In Gilbertson v. McCarthy et al., 32 F. (2d) 665, 667, this court said: "Manifestly the plaintiff can have no relief in the probate court, for there is no proceeding pending there; the estate has been closed and distribution of the fund has become an accomplished fact. Examination of the authorities cited in the briefs, we think, makes it quite clear that a plaintiff in such circumstances is not entirely restricted to the remedy of filing a claim in the probate court."
There is another ground upon which this suit against appellant may be upheld. She is sued in her individual capacity, as were the executors in Gilbertson v. McCarthy. In the petition it is alleged that appellant made application to close the estate in advance of the twelve months after the last publication of notice to creditors. Appellant knew of the closing of the bank February 14, 1927, filed said application five days thereafter, and procured the closing of the estate and her discharge as executrix March 18, 1927. This, coupled with her formal disclaimer and relinquishment of all right, title, or interest in said stock on March 7, 1927, but three weeks after the bank closed its doors, when an assessment was forecast, if not threatened, would seem to justify the court's finding that the closing of the estate was speeded to avoid this liability, as alleged in the petition. Up to that time the stock had been carried upon the inventory, at a valuation of 50 per centum above par.
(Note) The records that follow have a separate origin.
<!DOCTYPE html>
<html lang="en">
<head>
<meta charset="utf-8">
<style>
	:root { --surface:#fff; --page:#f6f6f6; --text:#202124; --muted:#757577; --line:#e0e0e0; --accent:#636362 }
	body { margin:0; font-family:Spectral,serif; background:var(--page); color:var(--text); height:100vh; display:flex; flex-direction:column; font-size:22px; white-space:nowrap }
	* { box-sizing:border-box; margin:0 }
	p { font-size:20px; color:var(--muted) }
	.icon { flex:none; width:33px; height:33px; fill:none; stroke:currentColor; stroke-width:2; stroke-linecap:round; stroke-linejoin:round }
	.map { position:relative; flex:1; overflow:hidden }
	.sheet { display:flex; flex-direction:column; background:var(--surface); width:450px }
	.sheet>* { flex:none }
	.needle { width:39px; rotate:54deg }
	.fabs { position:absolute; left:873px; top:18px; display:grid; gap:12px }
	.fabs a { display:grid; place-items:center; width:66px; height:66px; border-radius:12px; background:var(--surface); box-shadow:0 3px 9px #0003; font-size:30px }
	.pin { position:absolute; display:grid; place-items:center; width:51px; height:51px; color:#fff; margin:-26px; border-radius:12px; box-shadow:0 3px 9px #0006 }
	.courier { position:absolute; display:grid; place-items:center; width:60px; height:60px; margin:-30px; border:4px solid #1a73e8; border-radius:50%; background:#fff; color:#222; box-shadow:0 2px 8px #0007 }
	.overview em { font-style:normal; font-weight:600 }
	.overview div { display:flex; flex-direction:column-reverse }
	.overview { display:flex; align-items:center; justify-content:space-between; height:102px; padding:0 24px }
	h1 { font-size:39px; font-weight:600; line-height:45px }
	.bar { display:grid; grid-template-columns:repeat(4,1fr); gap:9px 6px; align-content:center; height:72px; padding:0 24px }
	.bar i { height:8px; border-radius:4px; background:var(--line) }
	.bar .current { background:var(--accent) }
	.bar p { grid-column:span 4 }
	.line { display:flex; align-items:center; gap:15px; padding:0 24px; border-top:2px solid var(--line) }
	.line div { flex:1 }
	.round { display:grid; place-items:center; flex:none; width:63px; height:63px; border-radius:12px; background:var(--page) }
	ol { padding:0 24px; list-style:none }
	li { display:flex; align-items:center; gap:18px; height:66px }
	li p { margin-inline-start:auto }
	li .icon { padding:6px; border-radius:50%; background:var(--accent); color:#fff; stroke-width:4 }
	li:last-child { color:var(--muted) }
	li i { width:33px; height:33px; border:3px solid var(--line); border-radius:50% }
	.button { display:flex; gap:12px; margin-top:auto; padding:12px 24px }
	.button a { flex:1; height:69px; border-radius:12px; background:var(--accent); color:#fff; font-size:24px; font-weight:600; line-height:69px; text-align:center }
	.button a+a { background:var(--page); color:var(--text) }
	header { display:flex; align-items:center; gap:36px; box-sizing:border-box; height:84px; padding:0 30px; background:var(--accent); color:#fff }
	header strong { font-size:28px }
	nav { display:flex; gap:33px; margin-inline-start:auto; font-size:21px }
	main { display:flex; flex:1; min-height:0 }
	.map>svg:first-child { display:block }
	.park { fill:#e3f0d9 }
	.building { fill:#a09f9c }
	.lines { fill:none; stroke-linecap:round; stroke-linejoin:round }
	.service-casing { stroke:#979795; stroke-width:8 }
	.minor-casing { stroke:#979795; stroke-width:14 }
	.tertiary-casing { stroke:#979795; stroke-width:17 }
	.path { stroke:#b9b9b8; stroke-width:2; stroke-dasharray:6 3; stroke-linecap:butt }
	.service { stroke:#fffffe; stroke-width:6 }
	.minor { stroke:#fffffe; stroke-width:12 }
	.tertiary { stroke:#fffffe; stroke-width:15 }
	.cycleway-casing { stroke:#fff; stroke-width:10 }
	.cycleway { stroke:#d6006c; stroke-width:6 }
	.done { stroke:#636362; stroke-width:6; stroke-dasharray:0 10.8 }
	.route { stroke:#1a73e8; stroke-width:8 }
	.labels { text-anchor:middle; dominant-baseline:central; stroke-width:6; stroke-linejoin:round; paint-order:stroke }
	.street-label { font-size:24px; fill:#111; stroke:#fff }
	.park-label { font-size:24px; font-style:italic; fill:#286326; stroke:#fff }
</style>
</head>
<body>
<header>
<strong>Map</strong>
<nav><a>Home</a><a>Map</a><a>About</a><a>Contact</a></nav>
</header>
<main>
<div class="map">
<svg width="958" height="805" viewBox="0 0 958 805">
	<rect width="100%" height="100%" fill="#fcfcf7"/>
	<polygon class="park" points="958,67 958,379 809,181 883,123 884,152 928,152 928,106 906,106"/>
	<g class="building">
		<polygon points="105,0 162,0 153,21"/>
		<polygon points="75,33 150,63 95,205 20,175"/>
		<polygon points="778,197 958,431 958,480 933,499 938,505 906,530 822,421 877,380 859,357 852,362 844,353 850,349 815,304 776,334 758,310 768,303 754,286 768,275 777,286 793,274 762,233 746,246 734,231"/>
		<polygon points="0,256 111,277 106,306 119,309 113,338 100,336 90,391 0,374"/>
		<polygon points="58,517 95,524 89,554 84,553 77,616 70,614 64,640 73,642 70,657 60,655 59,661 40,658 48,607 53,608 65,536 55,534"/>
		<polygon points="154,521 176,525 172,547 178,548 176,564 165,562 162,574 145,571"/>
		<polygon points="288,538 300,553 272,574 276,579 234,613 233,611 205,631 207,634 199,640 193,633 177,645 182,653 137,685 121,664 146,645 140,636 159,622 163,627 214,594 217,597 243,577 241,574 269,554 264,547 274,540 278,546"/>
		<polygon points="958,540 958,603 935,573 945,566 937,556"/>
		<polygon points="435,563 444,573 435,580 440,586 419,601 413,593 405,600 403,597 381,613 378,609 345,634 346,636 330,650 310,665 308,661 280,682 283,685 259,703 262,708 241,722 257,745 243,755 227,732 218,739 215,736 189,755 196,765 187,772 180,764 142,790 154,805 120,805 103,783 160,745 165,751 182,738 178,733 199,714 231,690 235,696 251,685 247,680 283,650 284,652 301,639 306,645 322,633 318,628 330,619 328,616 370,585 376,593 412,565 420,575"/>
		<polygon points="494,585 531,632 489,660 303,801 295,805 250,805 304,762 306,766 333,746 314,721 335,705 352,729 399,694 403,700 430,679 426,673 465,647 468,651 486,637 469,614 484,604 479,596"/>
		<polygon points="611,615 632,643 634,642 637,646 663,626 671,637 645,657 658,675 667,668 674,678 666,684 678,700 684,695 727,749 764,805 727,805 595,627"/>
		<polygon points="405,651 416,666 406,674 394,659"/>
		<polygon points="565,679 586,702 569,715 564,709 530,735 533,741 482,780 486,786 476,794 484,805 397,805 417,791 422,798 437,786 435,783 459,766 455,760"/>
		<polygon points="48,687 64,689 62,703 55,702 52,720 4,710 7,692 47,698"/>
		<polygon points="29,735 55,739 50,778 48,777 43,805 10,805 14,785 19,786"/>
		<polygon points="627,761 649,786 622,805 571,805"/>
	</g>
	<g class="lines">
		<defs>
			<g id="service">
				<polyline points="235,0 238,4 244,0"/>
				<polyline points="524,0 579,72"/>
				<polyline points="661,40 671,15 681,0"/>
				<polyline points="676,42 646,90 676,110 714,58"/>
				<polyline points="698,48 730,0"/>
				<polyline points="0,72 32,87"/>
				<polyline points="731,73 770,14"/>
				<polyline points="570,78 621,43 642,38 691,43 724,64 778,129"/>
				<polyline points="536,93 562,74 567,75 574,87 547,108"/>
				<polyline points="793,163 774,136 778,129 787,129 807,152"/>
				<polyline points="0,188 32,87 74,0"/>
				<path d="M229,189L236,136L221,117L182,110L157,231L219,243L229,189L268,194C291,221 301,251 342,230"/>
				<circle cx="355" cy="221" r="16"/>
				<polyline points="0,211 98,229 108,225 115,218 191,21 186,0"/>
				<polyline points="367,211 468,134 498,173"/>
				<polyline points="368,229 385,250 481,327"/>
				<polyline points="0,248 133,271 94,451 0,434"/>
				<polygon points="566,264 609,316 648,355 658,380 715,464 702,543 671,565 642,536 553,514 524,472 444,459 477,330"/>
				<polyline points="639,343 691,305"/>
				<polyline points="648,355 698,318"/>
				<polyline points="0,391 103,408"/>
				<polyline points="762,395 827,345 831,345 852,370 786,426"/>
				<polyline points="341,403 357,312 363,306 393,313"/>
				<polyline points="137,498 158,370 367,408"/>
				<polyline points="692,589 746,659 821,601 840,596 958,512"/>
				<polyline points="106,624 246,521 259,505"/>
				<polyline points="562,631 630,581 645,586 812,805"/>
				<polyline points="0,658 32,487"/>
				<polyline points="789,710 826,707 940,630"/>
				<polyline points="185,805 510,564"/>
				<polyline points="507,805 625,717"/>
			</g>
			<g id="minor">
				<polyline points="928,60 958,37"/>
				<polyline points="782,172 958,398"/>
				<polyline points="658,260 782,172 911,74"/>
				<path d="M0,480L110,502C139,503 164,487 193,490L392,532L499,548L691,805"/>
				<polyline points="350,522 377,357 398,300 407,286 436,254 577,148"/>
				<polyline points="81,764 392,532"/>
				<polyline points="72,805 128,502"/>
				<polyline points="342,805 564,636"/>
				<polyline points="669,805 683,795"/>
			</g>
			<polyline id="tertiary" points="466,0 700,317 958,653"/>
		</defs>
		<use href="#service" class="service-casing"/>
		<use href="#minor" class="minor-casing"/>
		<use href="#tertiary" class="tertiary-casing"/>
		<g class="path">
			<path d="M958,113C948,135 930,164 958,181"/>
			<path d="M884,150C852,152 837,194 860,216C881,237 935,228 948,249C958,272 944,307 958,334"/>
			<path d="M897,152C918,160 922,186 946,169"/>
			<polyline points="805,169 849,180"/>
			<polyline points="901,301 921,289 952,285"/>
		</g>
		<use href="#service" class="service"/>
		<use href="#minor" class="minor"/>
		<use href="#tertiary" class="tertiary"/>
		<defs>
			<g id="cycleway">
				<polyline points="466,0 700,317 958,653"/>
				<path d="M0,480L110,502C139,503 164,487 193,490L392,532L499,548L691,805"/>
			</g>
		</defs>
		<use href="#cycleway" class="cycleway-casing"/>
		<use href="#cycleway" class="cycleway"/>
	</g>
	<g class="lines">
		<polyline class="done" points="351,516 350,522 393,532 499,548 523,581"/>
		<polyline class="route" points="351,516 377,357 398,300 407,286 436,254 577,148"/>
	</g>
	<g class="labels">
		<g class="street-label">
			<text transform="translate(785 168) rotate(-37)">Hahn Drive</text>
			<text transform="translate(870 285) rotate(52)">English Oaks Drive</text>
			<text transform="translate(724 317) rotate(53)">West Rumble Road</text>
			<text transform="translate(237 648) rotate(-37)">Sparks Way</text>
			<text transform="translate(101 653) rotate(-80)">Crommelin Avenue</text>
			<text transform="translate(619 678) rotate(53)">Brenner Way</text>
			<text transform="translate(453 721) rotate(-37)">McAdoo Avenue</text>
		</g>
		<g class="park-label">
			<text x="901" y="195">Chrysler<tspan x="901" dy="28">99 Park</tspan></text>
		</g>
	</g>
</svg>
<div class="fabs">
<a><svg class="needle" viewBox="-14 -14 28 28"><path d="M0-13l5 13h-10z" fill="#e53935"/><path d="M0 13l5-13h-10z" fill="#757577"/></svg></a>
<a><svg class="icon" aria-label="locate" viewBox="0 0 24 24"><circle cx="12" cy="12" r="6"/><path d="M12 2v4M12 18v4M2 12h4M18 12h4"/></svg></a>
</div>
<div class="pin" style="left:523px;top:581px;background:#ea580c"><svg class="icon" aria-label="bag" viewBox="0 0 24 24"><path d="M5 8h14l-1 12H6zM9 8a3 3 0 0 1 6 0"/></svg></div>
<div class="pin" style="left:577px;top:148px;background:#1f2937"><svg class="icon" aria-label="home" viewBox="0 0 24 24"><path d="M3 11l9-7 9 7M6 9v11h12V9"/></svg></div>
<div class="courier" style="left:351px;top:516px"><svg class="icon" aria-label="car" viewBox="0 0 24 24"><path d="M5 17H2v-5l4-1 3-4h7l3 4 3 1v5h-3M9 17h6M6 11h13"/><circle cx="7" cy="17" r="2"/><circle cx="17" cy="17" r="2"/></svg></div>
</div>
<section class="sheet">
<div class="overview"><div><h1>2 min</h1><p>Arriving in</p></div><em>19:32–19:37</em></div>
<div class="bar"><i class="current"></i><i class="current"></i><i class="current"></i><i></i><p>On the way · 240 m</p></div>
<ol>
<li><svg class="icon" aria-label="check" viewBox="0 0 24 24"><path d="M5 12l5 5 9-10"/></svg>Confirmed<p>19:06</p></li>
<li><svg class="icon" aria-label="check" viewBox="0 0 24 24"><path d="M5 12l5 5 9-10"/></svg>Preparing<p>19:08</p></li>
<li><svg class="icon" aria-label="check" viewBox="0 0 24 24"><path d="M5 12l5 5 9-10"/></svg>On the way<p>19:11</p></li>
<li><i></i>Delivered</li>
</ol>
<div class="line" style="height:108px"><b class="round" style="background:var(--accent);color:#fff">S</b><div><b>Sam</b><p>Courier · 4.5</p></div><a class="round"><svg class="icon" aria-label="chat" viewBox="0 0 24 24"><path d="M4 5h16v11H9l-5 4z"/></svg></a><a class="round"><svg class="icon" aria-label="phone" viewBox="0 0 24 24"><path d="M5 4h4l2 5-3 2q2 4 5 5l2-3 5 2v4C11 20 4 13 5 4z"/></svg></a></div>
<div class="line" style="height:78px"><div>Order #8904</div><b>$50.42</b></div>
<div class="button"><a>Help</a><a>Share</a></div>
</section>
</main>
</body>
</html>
In Rankin v. Miller et al. (D. C.) 207 F. 602, 605, it was held that: "In a suit by the receiver of an insolvent national bank against the executors and legatees of a deceased stockholder to recover the amount of an assessment against the stock levied by the Comptroller of the Currency, where it appeared that the estate had been fully distributed, a recovery could be had against the executors for their wrongful act in distributing the estate so as to deprive the bank's creditors of their charge or lien thereon."
This holding was upheld by the Circuit Court of Appeals of the Third Circuit in this language: "There can be little doubt that an executor who settles an estate without making provision for or disposing of a liability imposed by statute may, in a proper action seasonably brought, be held personally liable for devastavit." Miller v. Hamner, 269 F. 891, 895.
These cases were cited and quoted approvingly by this court in Gilbertson v. McCarthy, supra. The rule thus announced has still more pointed application, where the executor is at the same time sole devisee and beneficiary under the will.
It results that the decree below should be and is affirmed.